Your task:
Out of the lines below, please list those that hold the string "position".

|---|

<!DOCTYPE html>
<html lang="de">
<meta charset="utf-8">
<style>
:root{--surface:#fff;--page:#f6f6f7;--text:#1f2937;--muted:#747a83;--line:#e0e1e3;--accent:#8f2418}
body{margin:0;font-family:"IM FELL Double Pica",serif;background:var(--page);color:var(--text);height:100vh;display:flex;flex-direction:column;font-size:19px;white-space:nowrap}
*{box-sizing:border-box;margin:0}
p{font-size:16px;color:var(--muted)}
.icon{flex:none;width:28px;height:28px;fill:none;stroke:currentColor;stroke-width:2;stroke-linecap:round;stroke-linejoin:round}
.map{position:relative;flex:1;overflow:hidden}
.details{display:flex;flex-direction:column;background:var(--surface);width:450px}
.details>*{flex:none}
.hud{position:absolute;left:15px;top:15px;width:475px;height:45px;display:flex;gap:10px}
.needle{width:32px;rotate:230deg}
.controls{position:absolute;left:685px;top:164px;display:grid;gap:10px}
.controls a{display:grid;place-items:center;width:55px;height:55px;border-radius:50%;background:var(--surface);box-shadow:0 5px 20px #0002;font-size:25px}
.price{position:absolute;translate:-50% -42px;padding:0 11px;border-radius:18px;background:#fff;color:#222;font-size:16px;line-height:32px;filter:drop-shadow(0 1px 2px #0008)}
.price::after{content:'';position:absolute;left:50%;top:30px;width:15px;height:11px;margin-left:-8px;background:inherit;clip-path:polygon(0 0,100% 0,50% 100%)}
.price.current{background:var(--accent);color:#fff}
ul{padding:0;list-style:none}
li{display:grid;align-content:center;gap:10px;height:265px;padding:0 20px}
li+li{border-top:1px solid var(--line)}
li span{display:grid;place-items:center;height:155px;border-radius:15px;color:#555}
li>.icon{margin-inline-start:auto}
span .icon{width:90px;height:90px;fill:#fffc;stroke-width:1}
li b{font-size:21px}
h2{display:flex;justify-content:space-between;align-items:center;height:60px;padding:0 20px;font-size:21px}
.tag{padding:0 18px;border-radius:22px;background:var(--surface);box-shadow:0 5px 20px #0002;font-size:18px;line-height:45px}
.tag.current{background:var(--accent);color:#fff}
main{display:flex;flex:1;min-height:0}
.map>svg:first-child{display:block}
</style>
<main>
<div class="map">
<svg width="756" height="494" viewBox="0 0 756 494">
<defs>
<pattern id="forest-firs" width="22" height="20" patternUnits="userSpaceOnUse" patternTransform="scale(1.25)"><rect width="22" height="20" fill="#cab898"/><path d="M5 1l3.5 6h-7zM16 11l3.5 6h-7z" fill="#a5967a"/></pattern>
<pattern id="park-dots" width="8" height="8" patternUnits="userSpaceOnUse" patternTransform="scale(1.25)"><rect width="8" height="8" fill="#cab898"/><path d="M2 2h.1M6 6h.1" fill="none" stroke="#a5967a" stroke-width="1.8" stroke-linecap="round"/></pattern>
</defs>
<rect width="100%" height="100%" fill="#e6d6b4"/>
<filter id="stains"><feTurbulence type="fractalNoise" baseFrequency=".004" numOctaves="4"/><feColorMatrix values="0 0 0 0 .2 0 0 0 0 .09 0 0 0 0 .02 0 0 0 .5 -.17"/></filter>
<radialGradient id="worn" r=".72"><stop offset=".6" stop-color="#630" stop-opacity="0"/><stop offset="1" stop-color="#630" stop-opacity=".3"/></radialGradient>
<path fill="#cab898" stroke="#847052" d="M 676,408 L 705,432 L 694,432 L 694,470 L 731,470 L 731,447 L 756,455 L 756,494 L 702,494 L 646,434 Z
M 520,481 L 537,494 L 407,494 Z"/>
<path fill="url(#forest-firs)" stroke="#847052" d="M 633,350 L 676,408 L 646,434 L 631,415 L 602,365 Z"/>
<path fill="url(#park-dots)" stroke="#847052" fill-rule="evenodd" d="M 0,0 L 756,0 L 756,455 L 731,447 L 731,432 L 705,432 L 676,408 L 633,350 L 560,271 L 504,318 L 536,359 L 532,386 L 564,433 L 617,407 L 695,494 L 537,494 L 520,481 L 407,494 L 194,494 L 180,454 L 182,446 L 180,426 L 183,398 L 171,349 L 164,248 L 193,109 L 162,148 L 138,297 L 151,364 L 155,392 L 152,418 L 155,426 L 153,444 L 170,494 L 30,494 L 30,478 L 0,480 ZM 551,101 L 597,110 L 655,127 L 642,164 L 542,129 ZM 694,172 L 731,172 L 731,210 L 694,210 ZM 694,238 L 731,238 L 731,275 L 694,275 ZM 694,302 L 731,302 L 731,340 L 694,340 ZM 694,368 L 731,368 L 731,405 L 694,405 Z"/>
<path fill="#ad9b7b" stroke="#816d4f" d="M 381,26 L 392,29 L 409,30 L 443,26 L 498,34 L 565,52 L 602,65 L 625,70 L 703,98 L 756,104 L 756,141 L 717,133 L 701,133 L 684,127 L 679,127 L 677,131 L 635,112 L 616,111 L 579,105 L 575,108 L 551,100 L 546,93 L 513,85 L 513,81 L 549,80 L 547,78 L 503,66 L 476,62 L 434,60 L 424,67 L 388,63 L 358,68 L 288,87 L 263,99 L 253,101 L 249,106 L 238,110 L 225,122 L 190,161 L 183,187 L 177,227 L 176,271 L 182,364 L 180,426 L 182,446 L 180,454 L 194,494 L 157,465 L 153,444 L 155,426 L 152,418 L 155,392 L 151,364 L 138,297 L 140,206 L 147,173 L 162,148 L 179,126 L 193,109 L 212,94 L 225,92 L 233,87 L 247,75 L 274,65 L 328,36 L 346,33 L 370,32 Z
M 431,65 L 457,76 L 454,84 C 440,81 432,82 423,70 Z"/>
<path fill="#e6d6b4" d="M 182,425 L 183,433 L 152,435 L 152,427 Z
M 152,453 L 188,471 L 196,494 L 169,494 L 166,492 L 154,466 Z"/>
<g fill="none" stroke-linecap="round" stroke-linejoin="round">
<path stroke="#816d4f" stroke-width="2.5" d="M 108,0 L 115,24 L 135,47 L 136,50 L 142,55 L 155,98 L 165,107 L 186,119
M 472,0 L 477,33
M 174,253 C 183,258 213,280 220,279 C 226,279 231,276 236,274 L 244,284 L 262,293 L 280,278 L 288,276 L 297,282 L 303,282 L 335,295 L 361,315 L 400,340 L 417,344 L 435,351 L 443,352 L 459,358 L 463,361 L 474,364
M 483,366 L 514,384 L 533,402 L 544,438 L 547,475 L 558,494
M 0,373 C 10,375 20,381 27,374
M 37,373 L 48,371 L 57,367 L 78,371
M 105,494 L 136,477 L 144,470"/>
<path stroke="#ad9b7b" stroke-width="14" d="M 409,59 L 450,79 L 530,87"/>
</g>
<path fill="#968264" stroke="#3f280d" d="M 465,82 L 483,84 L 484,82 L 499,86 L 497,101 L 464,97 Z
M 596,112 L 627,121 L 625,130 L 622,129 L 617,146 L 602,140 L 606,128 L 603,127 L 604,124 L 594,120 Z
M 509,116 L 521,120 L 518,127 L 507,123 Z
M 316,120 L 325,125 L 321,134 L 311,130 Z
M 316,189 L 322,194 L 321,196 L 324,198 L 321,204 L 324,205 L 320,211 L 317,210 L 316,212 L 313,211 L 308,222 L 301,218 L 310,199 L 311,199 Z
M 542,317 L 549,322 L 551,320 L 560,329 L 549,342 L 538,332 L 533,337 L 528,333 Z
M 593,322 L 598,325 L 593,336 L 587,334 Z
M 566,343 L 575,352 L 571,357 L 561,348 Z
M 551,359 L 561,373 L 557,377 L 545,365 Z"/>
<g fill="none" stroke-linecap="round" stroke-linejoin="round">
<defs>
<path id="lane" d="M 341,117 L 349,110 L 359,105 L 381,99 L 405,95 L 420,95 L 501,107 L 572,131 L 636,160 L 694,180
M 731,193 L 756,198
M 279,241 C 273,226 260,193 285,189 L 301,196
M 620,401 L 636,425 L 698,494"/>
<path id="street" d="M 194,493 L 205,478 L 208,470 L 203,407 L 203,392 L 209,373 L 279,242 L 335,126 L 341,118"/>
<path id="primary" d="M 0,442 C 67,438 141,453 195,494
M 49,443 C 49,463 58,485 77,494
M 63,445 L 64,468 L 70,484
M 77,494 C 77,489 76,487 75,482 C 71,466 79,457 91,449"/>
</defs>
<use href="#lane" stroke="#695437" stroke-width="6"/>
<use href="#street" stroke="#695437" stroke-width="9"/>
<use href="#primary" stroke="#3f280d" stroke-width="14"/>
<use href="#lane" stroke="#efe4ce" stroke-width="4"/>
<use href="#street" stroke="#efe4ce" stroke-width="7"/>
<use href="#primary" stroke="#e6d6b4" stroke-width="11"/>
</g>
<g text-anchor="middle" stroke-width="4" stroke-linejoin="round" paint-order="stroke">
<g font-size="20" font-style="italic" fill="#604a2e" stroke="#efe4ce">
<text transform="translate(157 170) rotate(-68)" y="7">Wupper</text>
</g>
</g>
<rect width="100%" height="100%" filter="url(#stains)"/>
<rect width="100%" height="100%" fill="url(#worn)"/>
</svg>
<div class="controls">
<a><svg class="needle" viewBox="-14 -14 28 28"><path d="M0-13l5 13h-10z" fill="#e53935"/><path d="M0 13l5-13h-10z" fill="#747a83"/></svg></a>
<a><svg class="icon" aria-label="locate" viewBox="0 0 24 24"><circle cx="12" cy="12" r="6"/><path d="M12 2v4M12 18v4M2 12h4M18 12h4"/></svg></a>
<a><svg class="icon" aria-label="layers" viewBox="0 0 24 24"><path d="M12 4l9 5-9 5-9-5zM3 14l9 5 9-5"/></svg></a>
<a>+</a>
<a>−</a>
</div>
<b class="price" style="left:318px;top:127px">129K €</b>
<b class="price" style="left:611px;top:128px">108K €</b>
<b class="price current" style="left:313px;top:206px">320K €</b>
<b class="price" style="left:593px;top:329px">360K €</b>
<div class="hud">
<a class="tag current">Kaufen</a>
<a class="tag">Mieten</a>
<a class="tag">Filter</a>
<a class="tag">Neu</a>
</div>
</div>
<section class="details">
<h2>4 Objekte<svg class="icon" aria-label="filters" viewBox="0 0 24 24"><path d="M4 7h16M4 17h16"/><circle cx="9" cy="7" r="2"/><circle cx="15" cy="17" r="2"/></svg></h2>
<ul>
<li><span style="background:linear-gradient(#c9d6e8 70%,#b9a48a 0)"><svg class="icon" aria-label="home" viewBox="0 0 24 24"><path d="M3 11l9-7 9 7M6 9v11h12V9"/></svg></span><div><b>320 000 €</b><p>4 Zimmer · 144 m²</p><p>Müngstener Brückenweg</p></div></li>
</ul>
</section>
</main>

|---|

Result for this task:
.map{position:relative;flex:1;overflow:hidden}
.hud{position:absolute;left:15px;top:15px;width:475px;height:45px;display:flex;gap:10px}
.controls{position:absolute;left:685px;top:164px;display:grid;gap:10px}
.price{position:absolute;translate:-50% -42px;padding:0 11px;border-radius:18px;background:#fff;color:#222;font-size:16px;line-height:32px;filter:drop-shadow(0 1px 2px #0008)}
.price::after{content:'';position:absolute;left:50%;top:30px;width:15px;height:11px;margin-left:-8px;background:inherit;clip-path:polygon(0 0,100% 0,50% 100%)}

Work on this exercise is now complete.